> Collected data
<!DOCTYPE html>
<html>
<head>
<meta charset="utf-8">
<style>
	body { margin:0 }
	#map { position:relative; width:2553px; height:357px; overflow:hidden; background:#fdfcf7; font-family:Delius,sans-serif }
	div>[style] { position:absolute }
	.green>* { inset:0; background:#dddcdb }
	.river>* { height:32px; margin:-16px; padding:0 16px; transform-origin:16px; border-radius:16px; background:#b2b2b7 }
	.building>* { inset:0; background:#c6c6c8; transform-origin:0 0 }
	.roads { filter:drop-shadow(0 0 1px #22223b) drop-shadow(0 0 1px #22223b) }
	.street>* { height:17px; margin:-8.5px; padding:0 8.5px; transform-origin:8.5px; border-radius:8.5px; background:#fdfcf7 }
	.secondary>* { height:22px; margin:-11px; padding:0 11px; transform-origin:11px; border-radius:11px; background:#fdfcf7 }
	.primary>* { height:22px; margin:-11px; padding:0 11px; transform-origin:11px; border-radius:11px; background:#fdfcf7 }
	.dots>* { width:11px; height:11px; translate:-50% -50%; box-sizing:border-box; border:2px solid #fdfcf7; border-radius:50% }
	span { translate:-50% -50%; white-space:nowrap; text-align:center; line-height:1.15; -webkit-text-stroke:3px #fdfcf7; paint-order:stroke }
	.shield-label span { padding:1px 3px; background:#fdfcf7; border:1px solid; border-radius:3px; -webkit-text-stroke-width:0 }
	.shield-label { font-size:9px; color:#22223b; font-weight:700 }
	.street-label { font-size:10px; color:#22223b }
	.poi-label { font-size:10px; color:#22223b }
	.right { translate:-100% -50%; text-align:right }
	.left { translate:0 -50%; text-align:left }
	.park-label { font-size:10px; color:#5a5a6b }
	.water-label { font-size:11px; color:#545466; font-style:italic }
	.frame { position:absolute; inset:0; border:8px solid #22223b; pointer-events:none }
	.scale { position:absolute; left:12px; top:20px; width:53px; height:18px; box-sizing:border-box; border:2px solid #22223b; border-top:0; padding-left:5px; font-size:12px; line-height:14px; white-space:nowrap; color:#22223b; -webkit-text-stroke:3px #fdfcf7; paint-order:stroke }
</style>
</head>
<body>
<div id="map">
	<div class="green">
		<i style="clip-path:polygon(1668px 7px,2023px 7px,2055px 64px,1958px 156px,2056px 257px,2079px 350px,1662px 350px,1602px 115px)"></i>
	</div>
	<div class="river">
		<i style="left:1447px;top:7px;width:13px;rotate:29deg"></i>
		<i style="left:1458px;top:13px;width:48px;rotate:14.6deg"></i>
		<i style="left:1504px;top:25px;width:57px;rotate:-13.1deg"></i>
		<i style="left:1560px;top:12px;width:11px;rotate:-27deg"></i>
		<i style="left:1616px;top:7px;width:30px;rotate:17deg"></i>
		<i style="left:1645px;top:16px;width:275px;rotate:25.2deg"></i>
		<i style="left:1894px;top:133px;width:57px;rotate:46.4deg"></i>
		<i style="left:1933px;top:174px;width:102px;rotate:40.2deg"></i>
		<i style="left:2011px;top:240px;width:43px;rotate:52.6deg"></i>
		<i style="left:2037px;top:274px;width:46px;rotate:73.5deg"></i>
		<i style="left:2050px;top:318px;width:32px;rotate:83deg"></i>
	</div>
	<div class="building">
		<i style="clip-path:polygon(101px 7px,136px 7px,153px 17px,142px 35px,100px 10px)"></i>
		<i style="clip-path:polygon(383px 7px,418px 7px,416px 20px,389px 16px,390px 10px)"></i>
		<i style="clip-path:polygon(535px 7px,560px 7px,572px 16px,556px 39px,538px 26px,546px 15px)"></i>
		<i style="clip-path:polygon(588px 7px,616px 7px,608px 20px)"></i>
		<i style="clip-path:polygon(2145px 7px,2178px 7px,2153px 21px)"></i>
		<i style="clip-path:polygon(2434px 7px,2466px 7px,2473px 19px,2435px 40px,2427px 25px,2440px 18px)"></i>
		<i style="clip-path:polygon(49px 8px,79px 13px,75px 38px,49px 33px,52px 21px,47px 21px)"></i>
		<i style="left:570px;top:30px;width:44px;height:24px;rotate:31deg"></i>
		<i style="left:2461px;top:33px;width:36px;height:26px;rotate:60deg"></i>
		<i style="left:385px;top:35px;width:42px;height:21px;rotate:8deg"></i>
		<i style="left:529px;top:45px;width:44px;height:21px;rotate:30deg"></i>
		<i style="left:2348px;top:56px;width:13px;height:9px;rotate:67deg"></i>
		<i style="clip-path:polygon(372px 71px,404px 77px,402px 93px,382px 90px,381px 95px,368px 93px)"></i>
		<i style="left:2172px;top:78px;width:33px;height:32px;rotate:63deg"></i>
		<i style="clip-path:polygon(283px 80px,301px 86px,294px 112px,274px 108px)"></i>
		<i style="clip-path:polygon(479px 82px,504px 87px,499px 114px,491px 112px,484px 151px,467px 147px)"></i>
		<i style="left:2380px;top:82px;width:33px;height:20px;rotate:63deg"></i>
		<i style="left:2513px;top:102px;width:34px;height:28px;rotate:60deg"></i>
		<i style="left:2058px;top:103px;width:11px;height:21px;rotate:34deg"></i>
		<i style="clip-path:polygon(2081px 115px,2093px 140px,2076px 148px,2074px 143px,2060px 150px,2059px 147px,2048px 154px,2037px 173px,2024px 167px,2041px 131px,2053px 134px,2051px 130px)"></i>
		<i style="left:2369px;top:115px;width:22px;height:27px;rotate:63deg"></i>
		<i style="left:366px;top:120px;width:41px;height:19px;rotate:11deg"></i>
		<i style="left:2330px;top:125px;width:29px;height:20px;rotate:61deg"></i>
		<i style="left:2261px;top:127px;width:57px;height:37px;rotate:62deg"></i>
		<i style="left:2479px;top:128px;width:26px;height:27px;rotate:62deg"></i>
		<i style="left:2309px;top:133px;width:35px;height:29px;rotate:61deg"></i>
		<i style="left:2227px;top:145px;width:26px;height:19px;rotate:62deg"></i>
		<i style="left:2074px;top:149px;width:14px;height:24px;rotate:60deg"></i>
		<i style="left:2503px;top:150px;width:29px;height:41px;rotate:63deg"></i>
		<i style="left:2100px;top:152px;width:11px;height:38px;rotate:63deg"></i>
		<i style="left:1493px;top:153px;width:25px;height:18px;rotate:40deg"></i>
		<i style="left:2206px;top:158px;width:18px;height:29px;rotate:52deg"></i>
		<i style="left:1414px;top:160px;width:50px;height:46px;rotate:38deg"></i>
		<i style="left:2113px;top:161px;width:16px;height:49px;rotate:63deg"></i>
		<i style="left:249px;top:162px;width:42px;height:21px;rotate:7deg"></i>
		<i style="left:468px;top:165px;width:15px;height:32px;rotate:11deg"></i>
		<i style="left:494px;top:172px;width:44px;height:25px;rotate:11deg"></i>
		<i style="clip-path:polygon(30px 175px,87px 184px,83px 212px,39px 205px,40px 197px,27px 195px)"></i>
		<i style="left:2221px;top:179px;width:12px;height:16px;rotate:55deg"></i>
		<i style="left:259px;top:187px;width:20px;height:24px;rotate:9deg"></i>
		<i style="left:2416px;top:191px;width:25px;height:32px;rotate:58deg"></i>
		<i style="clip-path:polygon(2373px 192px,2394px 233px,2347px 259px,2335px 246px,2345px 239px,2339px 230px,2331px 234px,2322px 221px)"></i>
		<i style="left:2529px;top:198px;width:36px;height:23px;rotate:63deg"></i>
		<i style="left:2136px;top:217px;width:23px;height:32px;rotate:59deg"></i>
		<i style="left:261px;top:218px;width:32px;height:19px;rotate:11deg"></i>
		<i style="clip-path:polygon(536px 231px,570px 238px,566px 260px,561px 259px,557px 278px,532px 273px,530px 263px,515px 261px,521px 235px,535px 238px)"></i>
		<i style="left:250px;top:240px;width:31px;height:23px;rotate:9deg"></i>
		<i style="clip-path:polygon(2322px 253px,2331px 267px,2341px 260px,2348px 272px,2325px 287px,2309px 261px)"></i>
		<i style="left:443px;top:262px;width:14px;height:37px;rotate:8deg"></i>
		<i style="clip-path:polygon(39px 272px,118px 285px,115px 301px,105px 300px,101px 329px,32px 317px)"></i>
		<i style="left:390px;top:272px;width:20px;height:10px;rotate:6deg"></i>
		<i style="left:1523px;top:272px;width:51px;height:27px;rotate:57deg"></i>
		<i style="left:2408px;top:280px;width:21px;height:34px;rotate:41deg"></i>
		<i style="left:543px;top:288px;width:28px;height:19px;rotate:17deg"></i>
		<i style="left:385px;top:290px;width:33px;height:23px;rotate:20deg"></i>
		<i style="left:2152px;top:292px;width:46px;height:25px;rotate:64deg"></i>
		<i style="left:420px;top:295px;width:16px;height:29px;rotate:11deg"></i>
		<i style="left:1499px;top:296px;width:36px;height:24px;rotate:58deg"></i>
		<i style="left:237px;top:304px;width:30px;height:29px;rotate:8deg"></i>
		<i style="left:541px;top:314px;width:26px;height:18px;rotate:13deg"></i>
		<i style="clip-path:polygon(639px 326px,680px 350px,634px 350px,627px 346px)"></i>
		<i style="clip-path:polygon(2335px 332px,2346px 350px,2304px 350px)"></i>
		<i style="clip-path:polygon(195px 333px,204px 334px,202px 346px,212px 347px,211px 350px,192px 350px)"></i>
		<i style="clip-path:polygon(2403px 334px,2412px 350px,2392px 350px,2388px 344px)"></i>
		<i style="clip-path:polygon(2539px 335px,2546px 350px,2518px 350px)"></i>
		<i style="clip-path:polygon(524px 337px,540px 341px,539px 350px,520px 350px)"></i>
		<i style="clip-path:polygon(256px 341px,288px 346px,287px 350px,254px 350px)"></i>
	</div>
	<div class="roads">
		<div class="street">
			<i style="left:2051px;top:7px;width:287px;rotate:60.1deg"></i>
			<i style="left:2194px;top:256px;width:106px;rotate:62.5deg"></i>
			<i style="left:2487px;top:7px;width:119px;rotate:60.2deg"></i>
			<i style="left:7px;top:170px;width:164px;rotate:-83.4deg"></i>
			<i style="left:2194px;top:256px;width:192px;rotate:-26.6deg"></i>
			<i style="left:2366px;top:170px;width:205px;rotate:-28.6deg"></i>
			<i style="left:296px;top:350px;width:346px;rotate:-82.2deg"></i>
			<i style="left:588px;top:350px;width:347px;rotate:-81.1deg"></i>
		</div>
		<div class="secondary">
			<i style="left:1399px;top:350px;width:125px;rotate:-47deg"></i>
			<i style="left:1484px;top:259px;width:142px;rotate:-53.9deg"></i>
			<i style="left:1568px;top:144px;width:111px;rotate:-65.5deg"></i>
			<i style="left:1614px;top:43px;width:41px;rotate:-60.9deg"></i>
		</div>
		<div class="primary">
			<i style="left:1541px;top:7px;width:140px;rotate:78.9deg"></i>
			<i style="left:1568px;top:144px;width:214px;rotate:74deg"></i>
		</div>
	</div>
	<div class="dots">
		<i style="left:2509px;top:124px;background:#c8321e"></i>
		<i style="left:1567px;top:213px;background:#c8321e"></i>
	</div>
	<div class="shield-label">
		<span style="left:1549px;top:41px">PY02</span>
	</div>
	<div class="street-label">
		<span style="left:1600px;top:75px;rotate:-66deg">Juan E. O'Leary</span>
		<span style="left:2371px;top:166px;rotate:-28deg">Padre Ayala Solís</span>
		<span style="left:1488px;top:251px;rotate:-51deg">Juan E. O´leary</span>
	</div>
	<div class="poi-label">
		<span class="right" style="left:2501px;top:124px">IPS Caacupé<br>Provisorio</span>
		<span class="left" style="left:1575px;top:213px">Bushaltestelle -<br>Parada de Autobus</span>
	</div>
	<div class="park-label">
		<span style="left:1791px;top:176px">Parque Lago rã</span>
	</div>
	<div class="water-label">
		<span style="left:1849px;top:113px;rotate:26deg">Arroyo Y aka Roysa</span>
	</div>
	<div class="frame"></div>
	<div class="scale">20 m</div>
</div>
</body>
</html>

> What you should do
Your reply must contain exactly the lines from the first line of the data through the line holding "filter:drop-shadow(0 0 1px", and nothing more.

> Answer section
<!DOCTYPE html>
<html>
<head>
<meta charset="utf-8">
<style>
	body { margin:0 }
	#map { position:relative; width:2553px; height:357px; overflow:hidden; background:#fdfcf7; font-family:Delius,sans-serif }
	div>[style] { position:absolute }
	.green>* { inset:0; background:#dddcdb }
	.river>* { height:32px; margin:-16px; padding:0 16px; transform-origin:16px; border-radius:16px; background:#b2b2b7 }
	.building>* { inset:0; background:#c6c6c8; transform-origin:0 0 }
	.roads { filter:drop-shadow(0 0 1px #22223b) drop-shadow(0 0 1px #22223b) }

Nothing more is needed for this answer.